Let Them Eat Beefcake

Fright Night gives vamp flicks an infusion of schlock.

IS THERE SOMETHING IN MY TEETH?: Anton Yelchin and Colin Farrell.

Vampire movies have sucked all the fun out of being a vampire. 

These days, Dracula's progeny are always moping around, sparkling, refusing to drink blood or have sex, or mindlessly devouring anything that moves. They are far too busy acting as stand-ins for important societal ills and bedroom mores to be properly camp or evil. 

But Craig Gillespie's new remake of the 1985 horror-comedy Fright Night—the short, bloody story of Charlie Brewster (Anton Yelchin) and Jerry, the vampire who moves in next door to his Vegas suburb tract house and promptly ruins his life—really doesn't try all that hard. And that makes it a gory good time, packed with as many giggles as it is wooden stakes and exploding bodies.

Much of the credit for this guilty pleasure goes to Colin Farrell, who plays Jerry ("That is a terrible vampire name," Charlie says incredulously, early in the film) as a hunky romance-novel cad who quickly devolves into a menacing addict with personal-space issues. You'd be attracted to him if he didn't seem so, well…rapey. Farrell, sporting an inky black widow's peak and white wife-beater, has concocted an entire arsenal of tweaker twitches and undead affectations. Confronted by a stray beam of sunlight, he even gives a little hiss; like a cat startled by a spray bottle full of water.

Obviously, he's not taking any of this too seriously. And neither is the rest of the cast. Curly-headed Yelchin imbues teen geek-turned-slayer Charlie with a sort of ineffable sweetness—he even tears up as Jerry eats his stripper neighbor. There are a few sharp lines for his obligatory cool mom, Toni Collette, and Charlie's far-too-attractive girlfriend (the incredibly named Imogen Poots). And the flick even gooses the audience a fair number of times—mostly due to the ferocity with which this vampire drains his victims.

"He's not brooding or noble. He's the shark from Jaws," mutters Christopher Mintz-Plasse, pouring his McLovin dorkdom into the form of Charlie's occult-obsessed friend Ed.

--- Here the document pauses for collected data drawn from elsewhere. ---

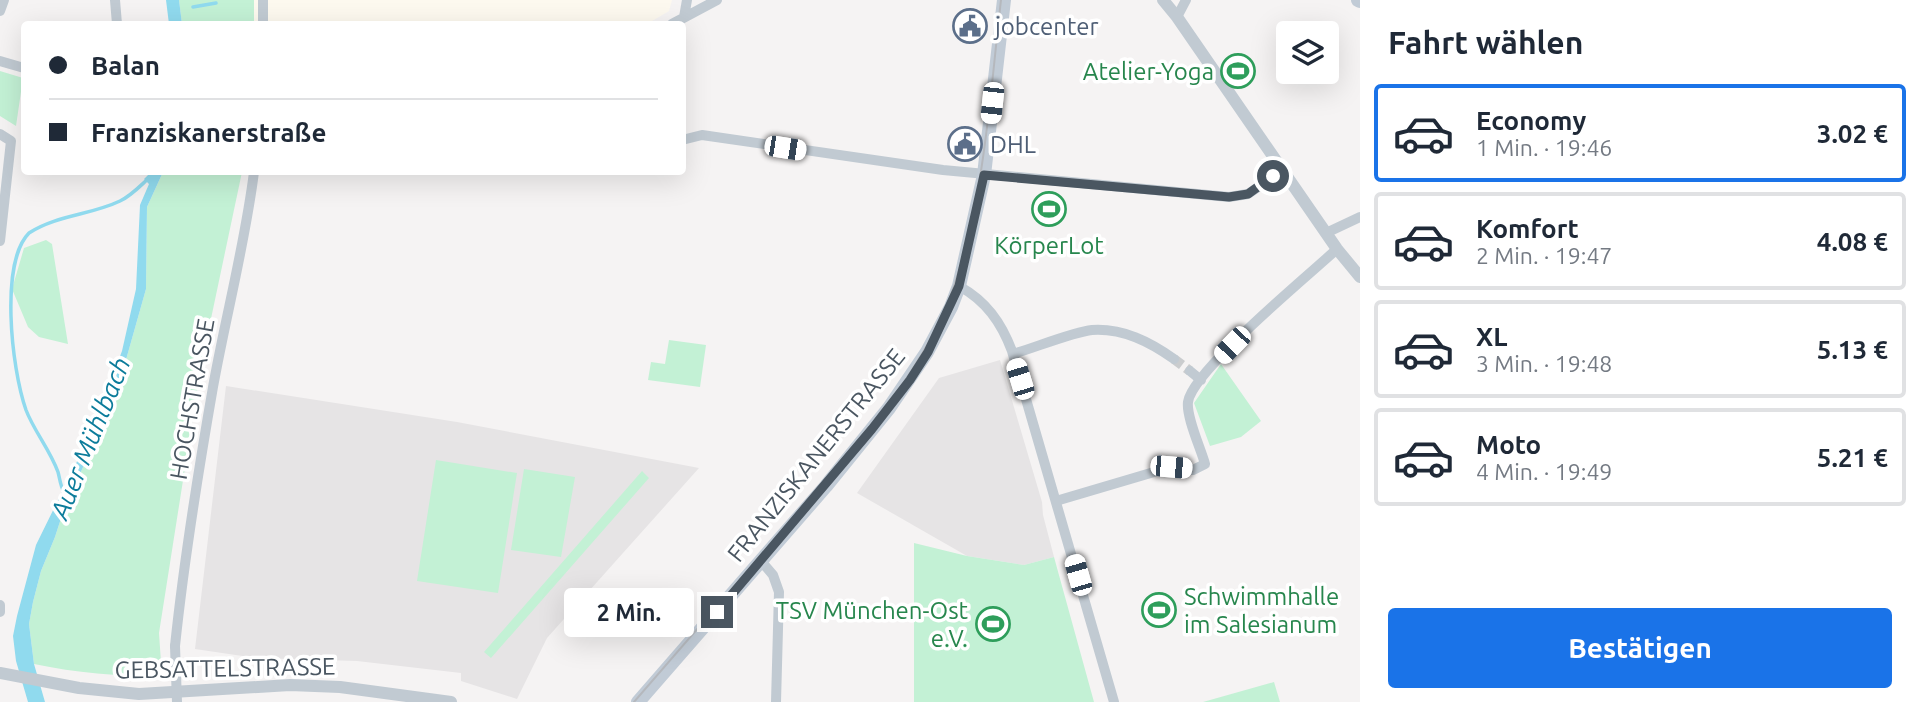 <!DOCTYPE html>
<html lang="de">
<head>
<meta charset="utf-8">
<style>
	body { margin:0; font-family:Ubuntu,sans-serif; background:#f2f2f3; color:#1f2937; height:100vh; display:flex; flex-direction:column; font-size:26px; white-space:nowrap }
	* { box-sizing:border-box; margin:0 }
	p { font-size:23px; color:#747a83 }
	.icon { flex:none; width:38px; height:38px; fill:none; stroke:currentColor; stroke-width:2; stroke-linecap:round; stroke-linejoin:round }
	.map { position:relative; flex:1; overflow:hidden }
	.sheet { display:flex; flex-direction:column; background:#fff; width:560px }
	.sheet>* { flex:none }
	.guide { position:absolute; left:21px; top:21px; width:665px; height:154px; border-radius:7px; box-shadow:0 7px 28px #0002; display:grid; align-content:center; height:154px; padding:0 28px; background:#fff }
	.controls { position:absolute; left:1276px; top:21px; display:grid; gap:14px }
	.controls a { display:grid; place-items:center; width:63px; height:63px; border-radius:7px; background:#fff; box-shadow:0 7px 28px #0002; font-size:35px }
	.end { position:absolute; width:32px; height:32px; margin:-16px; border:9px solid #4a5661; background:#fff; box-shadow:0 0 0 4px #fff }
	.from { border-radius:50% }
	.bubble { position:absolute; height:49px; border-radius:7px; background:#fff; box-shadow:0 7px 28px #0002; font-size:23px; font-weight:600; line-height:49px; text-align:center }
	.car { position:absolute; width:21px; height:42px; margin:-21px -10px; border-radius:9px; box-shadow:0 0 5px 2px #0007; background:linear-gradient(#fff 24%,#345 0 40%,#fff 0 76%,#345 0 86%,#fff 0) }
	.guide b { display:flex; align-items:center; gap:24px; height:66px; font-size:26px }
	.guide b+b { border-top:2px solid #e0e1e3 }
	.guide i { width:18px; height:18px; background:#1f2937 }
	ul { padding:0; list-style:none }
	li { display:flex; align-items:center; gap:21px; height:98px; margin:0 14px 10px; padding:0 14px; border:4px solid #e0e1e3; border-radius:7px }
	li div { flex:1 }
	li b { display:block; font-size:26px }
	li em { font-style:normal; font-weight:600 }
	li.active { border-color:#1a73e8 }
	li>.icon { width:63px; height:63px; stroke-width:1.5 }
	h2 { padding:0 28px; font-size:32px; line-height:84px }
	.action { display:flex; gap:14px; margin-top:auto; padding:14px 28px }
	.action a { flex:1; height:80px; border-radius:7px; background:#1a73e8; color:#fff; font-size:28px; font-weight:600; line-height:80px; text-align:center }
	main { display:flex; flex:1; min-height:0 }
	.map>svg:first-child { display:block }
</style>
</head>
<body>
<main>
<div class="map">
<svg width="1360" height="702" viewBox="0 0 1360 702">
	<rect width="100%" height="100%" fill="#f5f3f3"/>
	<path fill="#fdf9ef" d="M254,0H672L669,11L647,24H254Z"/>
	<path fill="#e6e4e5" d="M1000,360L1042,502L1043,515L1054,557L1024,565L967,556L857,493L939,378Z
		M226,386L457,422L699,468L547,638L517,699L461,681V673L357,661L256,658L195,649Z"/>
	<path fill="#c3f1d5" d="M179,0H254V24H182Z
		M0,71L23,78L16,126L0,116Z
		M163,172H242L201,366L159,633L162,677C118,676 76,673 34,664L29,624L33,602L41,571L55,537L65,506L97,437L120,381L146,289L147,207Z
		M46,240L52,244L68,344L39,337L28,327L12,289L24,248Z
		M669,340L706,345L700,387L648,380L651,362L665,364Z
		M1221,364L1261,421L1241,437L1210,446L1194,403Z
		M436,460L517,473L498,593L417,581Z
		M524,469L575,477L561,557L511,550Z
		M642,471L649,478L491,658L484,652Z
		M914,543L967,556L1024,565L1054,557L1094,702H914Z
		M1274,682L1280,702H1203Z"/>
	<path fill="#90daee" d="M166,0H179L182,24H169Z
		M151,172H163L147,207L146,289L120,381L97,437L65,506L55,537L41,571L33,602L29,624L34,664L45,702H28L16,661L13,636L17,616L36,545L90,435L122,351L136,289L140,205L149,184L144,179Z"/>
	<g fill="none" stroke-linecap="round" stroke-linejoin="round">
		<path stroke="#90daee" stroke-width="3.5" d="M193,7L216,3
			M64,492C60,485 60,479 58,472C50,450 34,431 26,410C11,367 0,262 29,233C57,215 91,215 120,201C131,196 140,186 149,178"/>
		<path stroke="#caccce" stroke-width="10" stroke-dasharray="10 5" stroke-linecap="butt" d="M1174,359L1190,371"/>
		<path stroke="#c1cad2" stroke-width="10" d="M115,0L117,24
			M263,0V24
			M0,11L4,0
			M684,17L687,0
			M1177,17L1186,0
			M672,24L717,0
			M0,61L24,68
			M0,134L11,141L0,241
			M682,140L702,135L943,170L1229,197L1248,194L1284,169
			M1326,233L1360,217
			M959,286C986,301 1001,322 1012,351L1114,702
			M1013,354C1034,348 1073,332 1092,330C1123,328 1150,342 1174,359
			M1190,371L1201,380
			M1056,501L1171,467L1193,470L1205,464C1201,449 1186,417 1188,402C1192,371 1310,274 1337,249
			M761,561L773,575L779,592L776,702
			M0,605V612
			M175,646C184,560 198,473 213,387C226,315 245,244 254,172"/>
		<path stroke="#c1cad2" stroke-width="12" d="M1163,0L1177,17L1337,249L1360,277
			M0,673L79,688L139,694L290,685L340,687L451,702"/>
		<path stroke="#c1cbd6" stroke-width="14" d="M1358,0L1360,1
			M638,702L826,486L889,408L927,352L951,307L959,286L984,175L1004,0"/>
		<path stroke="#b5b8bd" stroke-width="2" d="M634,702C686,642 738,582 790,522C850,453 927,370 955,283C985,191 990,95 1001,0"/>
		<path stroke="#c1cad2" stroke-width="10" d="M175,646L177,702"/>
	</g>
	<g fill="none" stroke-linecap="round" stroke-linejoin="round">
		<path stroke="#4a5661" stroke-width="9" d="M717,612L872,429L910,380L928,352L959,286L984,175L1229,197L1248,194L1273,176"/>
	</g>
	<defs>
		<g id="civic-ring" transform="scale(1.75)"><circle r="9.5" fill="#fff" stroke="#5c6f8a" stroke-width="1.5"/><path d="M-.6-6.5H3V-4.5H.6V-3L4-1V1h2V6H-6V1h2V-1L-.6-3ZM-1.2 2.5V6h2.4V2.5Z" fill="#5c6f8a"/></g>
		<g id="stadium-ring" transform="scale(1.75)"><circle r="9.5" fill="#fff" stroke="#2e9e5b" stroke-width="1.5"/><path d="M0-5a6.5 5 0 1 0 0 10a6.5 5 0 1 0 0-10ZM-3.5-1.8h7v3.6h-7Z" fill="#2e9e5b"/></g>
	</defs>
	<g fill-rule="evenodd">
		<use href="#civic-ring" x="970" y="26"/>
		<use href="#stadium-ring" x="1238" y="71"/>
		<use href="#civic-ring" x="965" y="144"/>
		<use href="#stadium-ring" x="1049" y="209"/>
		<use href="#stadium-ring" x="1159" y="610"/>
		<use href="#stadium-ring" x="993" y="624"/>
	</g>
	<g text-anchor="middle" dominant-baseline="central" stroke-width="7" stroke-linejoin="round" paint-order="stroke">
		<g font-size="24" fill="#4e5e75" stroke="#fff" text-anchor="start">
			<text x="995" y="26">jobcenter</text>
			<text x="990" y="144">DHL</text>
		</g>
		<g font-size="24" fill="#27864d" stroke="#fff" text-anchor="end">
			<text x="1214" y="71">Atelier-Yoga</text>
			<text x="1049" y="245" text-anchor="middle">KörperLot</text>
			<text x="1184" y="596" text-anchor="start">Schwimmhalle<tspan x="1184" dy="28">im Salesianum</tspan></text>
			<text x="968" y="610">TSV München-Ost<tspan x="968" dy="28">e.V.</tspan></text>
		</g>
		<g font-size="24" fill="#4a5661" stroke="#fff">
			<text transform="translate(192 399) rotate(-80)">HOCHSTRASSE</text>
			<text transform="translate(816 455) rotate(-51)">FRANZISKANERSTRASSE</text>
			<text transform="translate(225 668) rotate(-1)">GEBSATTELSTRASSE</text>
		</g>
		<g font-size="26" font-style="italic" fill="#0c7c9b" stroke="#fff">
			<text transform="translate(90 438) rotate(-68)">Auer Mühlbach</text>
		</g>
	</g>
</svg>
<div class="controls">
<a><svg class="icon" aria-label="layers" viewBox="0 0 24 24"><path d="M12 4l9 5-9 5-9-5zM3 14l9 5 9-5"/></svg></a>
</div>
<i class="end from" style="left:1273px;top:176px"></i>
<i class="end" style="left:717px;top:612px"></i>
<div class="bubble" style="left:564px;top:588px;width:130px">2 Min.</div>
<i class="car" style="left:992px;top:103px;rotate:186deg"></i>
<i class="car" style="left:785px;top:148px;rotate:99deg"></i>
<i class="car" style="left:1232px;top:345px;rotate:224deg"></i>
<i class="car" style="left:1020px;top:379px;rotate:343deg"></i>
<i class="car" style="left:1171px;top:467px;rotate:95deg"></i>
<i class="car" style="left:1078px;top:575px;rotate:344deg"></i>
<div class="guide">
<b><i class="from"></i>Balan</b>
<b><i></i>Franziskanerstraße</b>
</div>
</div>
<section class="sheet">
<h2>Fahrt wählen</h2>
<ul>
<li class="active"><svg class="icon" aria-label="car" viewBox="0 0 24 24"><path d="M5 17H2v-5l4-1 3-4h7l3 4 3 1v5h-3M9 17h6M6 11h13"/><circle cx="7" cy="17" r="2"/><circle cx="17" cy="17" r="2"/></svg><div><b>Economy</b><p>1 Min. · 19:46</p></div><em>3.02 €</em></li>
<li><svg class="icon" aria-label="car" viewBox="0 0 24 24"><path d="M5 17H2v-5l4-1 3-4h7l3 4 3 1v5h-3M9 17h6M6 11h13"/><circle cx="7" cy="17" r="2"/><circle cx="17" cy="17" r="2"/></svg><div><b>Komfort</b><p>2 Min. · 19:47</p></div><em>4.08 €</em></li>
<li><svg class="icon" aria-label="car" viewBox="0 0 24 24"><path d="M5 17H2v-5l4-1 3-4h7l3 4 3 1v5h-3M9 17h6M6 11h13"/><circle cx="7" cy="17" r="2"/><circle cx="17" cy="17" r="2"/></svg><div><b>XL</b><p>3 Min. · 19:48</p></div><em>5.13 €</em></li>
<li><svg class="icon" aria-label="car" viewBox="0 0 24 24"><path d="M5 17H2v-5l4-1 3-4h7l3 4 3 1v5h-3M9 17h6M6 11h13"/><circle cx="7" cy="17" r="2"/><circle cx="17" cy="17" r="2"/></svg><div><b>Moto</b><p>4 Min. · 19:49</p></div><em>5.21 €</em></li>
</ul>
<div class="action"><a>Bestätigen</a></div>
</section>
</main>
</body>
</html> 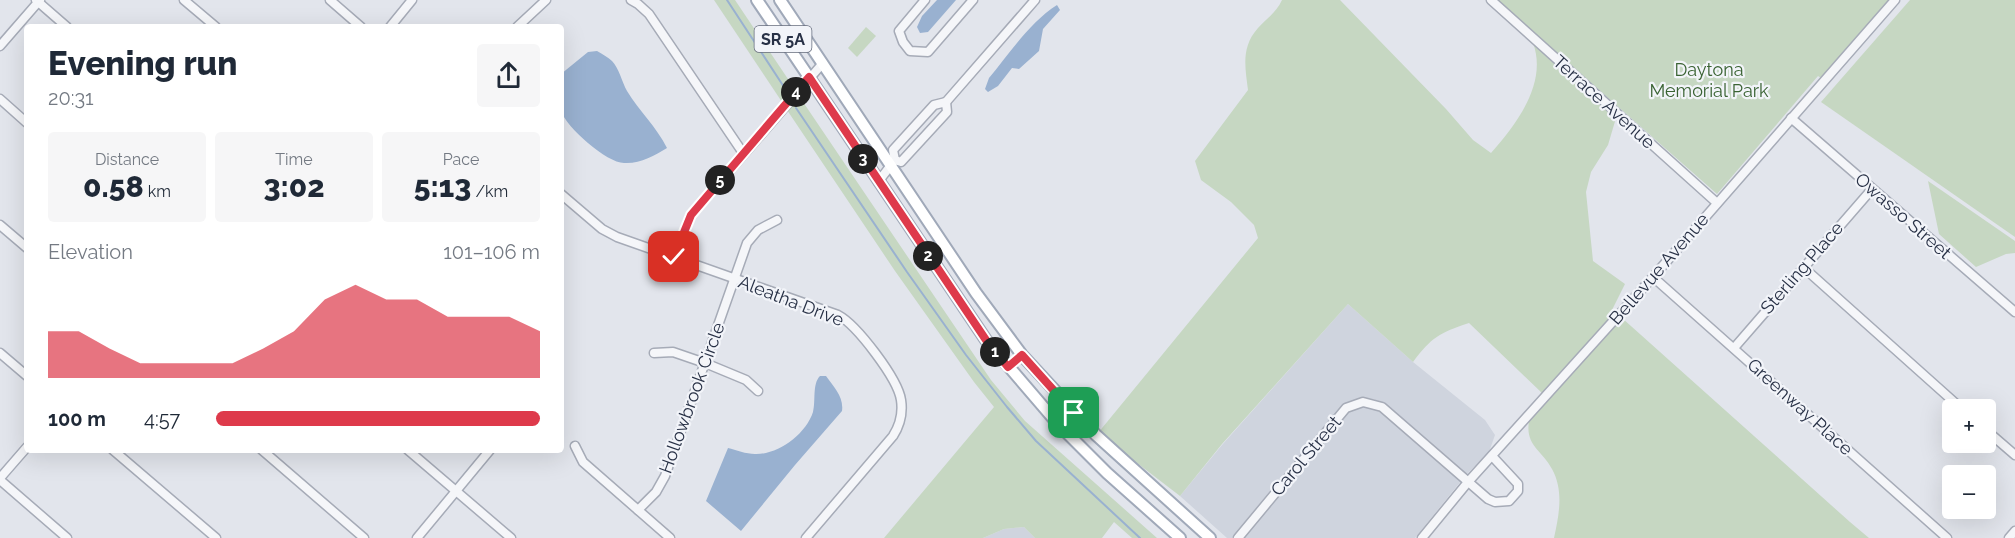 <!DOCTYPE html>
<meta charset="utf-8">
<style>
body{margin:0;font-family:Raleway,sans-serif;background:#f6f6f7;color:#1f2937;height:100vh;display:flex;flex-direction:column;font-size:22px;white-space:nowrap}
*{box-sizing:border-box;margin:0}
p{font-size:20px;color:#747a83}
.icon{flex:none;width:33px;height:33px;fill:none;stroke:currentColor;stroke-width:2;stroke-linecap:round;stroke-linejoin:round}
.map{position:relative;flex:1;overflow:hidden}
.details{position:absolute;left:24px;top:24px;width:540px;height:429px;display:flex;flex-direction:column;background:#fff;border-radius:6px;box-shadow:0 6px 24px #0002}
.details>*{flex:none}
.controls{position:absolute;left:1942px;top:399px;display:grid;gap:12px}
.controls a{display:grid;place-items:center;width:54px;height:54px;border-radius:6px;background:#fff;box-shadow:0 6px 24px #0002;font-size:30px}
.pin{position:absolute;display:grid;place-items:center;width:51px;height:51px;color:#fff;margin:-26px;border-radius:12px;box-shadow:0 3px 9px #0006}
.km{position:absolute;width:30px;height:30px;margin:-15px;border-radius:50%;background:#222;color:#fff;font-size:16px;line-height:30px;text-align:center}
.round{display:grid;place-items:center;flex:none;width:63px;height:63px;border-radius:6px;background:#f6f6f7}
.overview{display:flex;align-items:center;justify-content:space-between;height:102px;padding:0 24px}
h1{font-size:33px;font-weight:800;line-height:45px}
.figures{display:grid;grid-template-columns:repeat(3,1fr);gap:9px;height:102px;padding:6px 24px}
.figures div{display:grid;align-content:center;border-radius:6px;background:#f6f6f7;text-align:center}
.figures b{font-size:30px;font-weight:800}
.figures small{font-size:16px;font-weight:400}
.figures p{font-size:16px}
.chart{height:168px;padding:12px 24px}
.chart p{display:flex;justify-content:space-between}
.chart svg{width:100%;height:108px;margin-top:6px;fill:#de3a4b;opacity:.7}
ul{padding:0 24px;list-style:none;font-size:20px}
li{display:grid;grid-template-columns:96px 72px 1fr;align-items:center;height:45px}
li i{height:15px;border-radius:8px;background:#de3a4b}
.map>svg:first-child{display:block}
.built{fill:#cfd4de}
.green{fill:#c6d7c2}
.water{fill:#99b1d0}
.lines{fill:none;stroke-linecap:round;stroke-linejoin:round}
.stream{stroke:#99b1d0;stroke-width:2}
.minor-casing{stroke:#a6abb7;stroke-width:11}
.major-casing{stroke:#a0a9b9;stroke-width:14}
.minor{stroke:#f5f6f9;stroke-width:8}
.major{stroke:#fff;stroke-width:10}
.route-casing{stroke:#fff;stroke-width:12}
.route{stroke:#de3a4b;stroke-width:8}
.labels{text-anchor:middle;stroke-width:4.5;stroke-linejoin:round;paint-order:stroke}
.shield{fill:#f2f4f9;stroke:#656c7c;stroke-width:1.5}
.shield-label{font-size:16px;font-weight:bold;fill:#283146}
.park-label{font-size:18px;fill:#3a6333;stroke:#f2f4f9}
.street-label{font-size:18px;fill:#283146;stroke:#f2f4f9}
</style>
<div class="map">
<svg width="2015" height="538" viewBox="0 0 2015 538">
<rect width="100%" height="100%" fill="#e2e5ec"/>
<g class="built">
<path d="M1348,304L1413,362L1485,420L1495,435L1489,452L1466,475L1384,403L1373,399L1361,398L1342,405L1232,538H1227L1180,496L1222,445Z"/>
<path d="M1364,406L1380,410L1461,481L1415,538H1243L1348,412Z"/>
<path d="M1024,527L1035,538H983L1004,529Z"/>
</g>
<g class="green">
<path d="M714,0H735L794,88L782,102Z"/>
<path d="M1282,0H1340L1446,109L1473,140L1491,153C1516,125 1548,83 1533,43L1616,118L1608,145L1591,172L1586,192L1593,261L1625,284L1612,310L1615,313L1542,393L1469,323C1439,333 1432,337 1413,362L1348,304L1222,444L1180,496L1098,433L1258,238L1254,225L1231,202L1201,180L1195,161L1248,90C1245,67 1241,47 1258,28C1267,18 1276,13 1282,0Z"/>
<path d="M1497,0H1889L1821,78L1818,76L1717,194Z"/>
<path d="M1910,0H2015V237L1821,102Z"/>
<path d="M866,27L876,36L857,57L848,48Z"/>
<path d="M799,96L991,380L1025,421L1157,538H1132L1114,522L1102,538H1035L1024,527L1004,529L983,538H884L994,407L974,382L895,271L787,110Z"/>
<path d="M1928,181L2015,241V253L2006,254L1976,267L1939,234Z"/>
<path d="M1622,318L1850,522L1869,538H1554C1559,515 1564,491 1552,469C1542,450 1525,446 1529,421Z"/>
</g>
<g class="water">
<path d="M937,0H956L928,32L920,33L917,27L922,16Z"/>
<path d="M1057,5L1060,10L1043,29L1039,51L1019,69L1012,68L998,86L988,92L985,89L989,78C1009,54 1030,22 1057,5Z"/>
<path d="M597,51C602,54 608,57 612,61C619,68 622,82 627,91C639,111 656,126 667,148C654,156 640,164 624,163C607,163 566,127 561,111C558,101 561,85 561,74L588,52Z"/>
<path d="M820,376H826C834,387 844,397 842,411L795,465L741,531L706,501L728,448C736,450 746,454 755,454C778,455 806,434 813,412C816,401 812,384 820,376Z"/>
</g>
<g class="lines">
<g class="stream">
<path d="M727,0L784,87"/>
<path d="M796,108L907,272L966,355L1007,407L1036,441L1140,538"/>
</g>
<g class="minor-casing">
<g id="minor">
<path d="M36,0L67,27"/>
<path d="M184,0L216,27"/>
<path d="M330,0L361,27"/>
<path d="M631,0L638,4L649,14L743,153"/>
<path d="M925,0L899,31L903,42L910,51L928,52L973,0"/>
<path d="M1491,0L1717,203"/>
<path d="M390,27L412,0"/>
<path d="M517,27L546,0"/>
<path d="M0,46L40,0"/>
<path d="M0,99L27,123"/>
<path d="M946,102L1035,0"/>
<path d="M1791,118L2015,312"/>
<path d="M878,182L895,160L901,162L947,112L946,102L934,105L893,150L895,160"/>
<path d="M561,194L602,229L617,237L838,315C857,325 898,379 901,400C903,413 900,425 893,436L806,538"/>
<path d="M0,225L27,248"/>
<path d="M674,257L691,215L823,63"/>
<path d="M1803,267L1963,410"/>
<path d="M1653,277L1947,538"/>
<path d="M1734,348L1872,189"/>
<path d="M0,353L27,376"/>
<path d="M654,353L673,352L705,363L746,380L758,391"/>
<path d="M1008,367L1022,355"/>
<path d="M1986,430L2015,455"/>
<path d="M575,446L583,462L670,538"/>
<path d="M113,450L216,538"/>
<path d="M262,450L364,538"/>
<path d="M408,450L511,538"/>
<path d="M0,478L27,447"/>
<path d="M0,480L67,538"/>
<path d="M638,510L656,492L665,476L747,243L758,230L777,220"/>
<path d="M417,538L490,450"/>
<path d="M1238,538L1346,408L1363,402L1382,407L1488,499L1495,502L1509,501L1518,491V484L1492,456"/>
<path d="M1422,538L1468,482L1653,277L1895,0"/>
<path d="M2009,538L2015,531"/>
</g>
</g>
<g class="major-casing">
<g id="major">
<path d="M757,0L986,340L1058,424L1107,473L1180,538"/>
<path d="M780,0L976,293L1022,355L1096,435L1210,538"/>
</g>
</g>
<use href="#minor" class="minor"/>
<use href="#major" class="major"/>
</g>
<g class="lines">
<g class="route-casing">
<path id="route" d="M674,257L691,215L809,77L986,340L1008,367L1022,355L1074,413"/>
</g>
<use href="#route" class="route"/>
</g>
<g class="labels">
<rect class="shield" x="754.5" y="26" width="57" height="26" rx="4.5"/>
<g class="shield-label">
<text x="783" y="45">SR 5A</text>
</g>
<g class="park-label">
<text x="1709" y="76">Daytona<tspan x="1709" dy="21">Memorial Park</tspan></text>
</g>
<g class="street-label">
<text transform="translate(1604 102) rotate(42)" y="6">Terrace Avenue</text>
<text transform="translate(1903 216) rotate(41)" y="6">Owasso Street</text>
<text transform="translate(1802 268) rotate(-49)" y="6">Sterling Place</text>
<text transform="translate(1659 269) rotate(-49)" y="6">Bellevue Avenue</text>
<text transform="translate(791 301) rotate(21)" y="6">Aleatha Drive</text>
<text transform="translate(692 398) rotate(-70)" y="6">Hollowbrook Circle</text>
<text transform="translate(1800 407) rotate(42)" y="6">Greenway Place</text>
<text transform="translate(1306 456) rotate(-50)" y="6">Carol Street</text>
</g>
</g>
</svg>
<div class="controls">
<a>+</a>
<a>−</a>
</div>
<div class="pin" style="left:1074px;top:413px;background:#1e9e55"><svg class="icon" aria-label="arrive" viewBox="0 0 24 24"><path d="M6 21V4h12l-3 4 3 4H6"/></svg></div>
<div class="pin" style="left:674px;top:257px;background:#d93025"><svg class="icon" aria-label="check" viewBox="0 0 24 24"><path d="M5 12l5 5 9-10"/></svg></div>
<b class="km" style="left:995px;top:352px">1</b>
<b class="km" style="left:928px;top:256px">2</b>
<b class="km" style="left:863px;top:159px">3</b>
<b class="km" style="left:796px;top:92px">4</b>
<b class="km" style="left:720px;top:180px">5</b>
<section class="details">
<div class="overview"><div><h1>Evening run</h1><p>20:31</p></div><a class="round"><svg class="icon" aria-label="share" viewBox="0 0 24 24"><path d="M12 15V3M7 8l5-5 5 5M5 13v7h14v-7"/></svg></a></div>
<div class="figures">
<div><p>Distance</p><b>0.58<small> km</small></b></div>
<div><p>Time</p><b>3:02</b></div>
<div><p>Pace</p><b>5:13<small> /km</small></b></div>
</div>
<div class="chart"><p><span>Elevation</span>101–106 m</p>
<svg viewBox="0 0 160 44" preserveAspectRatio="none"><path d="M0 44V25L10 25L20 32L30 38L40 38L50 38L60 38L70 32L80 25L90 12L100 6L110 12L120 12L130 19L140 19L150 19L160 25V44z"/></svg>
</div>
<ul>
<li><b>100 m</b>4:57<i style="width:100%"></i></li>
</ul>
</section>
</div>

Now, I defy anybody to argue that the original Fright Night was a truly great movie. But it was kinda dark and kinda sexy and to an impressionable gradeschooler (like me, circa 1985), terribly fun. The oddball notion that vampires could live next door, remodeling their house by day and eating prostitutes by night, was irresistible—the ultimate second reel for a Lost Boys double feature. 

Wisely, screenwriter Marti Noxon and director Gillespie (Lars and the Real Girl) have simply updated the cult classic for 2011, complete with geysers of 3-D blood that spurt toward the audience and a Foster the People song on the soundtrack. They've even kept the unsettling look of the original production's fully transformed vampires—which look a bit like surprised carnival clowns that have had their teeth replaced with oversized razor blades. The biggest change may be the new version's reimagining of late-night TV host Peter Vincent as a Criss Angel knockoff with a yen for supernatural artifacts and testicle-torturing leather pants (played with Midori-guzzling swagger by Brit David Tennant).

But at heart, it's still the same creepy, campy flick: all fangs and one-liners. And I suspect that's something fans of the undead tend to crave. The devil you know is the one you really want.


76 GO: Fright Night is rated R. It opens Friday at Clackamas, Cornelius, Cinetopia Mill Plain, Living Room Theaters, Oak Grove, Cinema 99, City Center, Division, Evergreen, Hilltop, Lloyd Center, Sherwood, Tigard, Wilsonville and Sandy.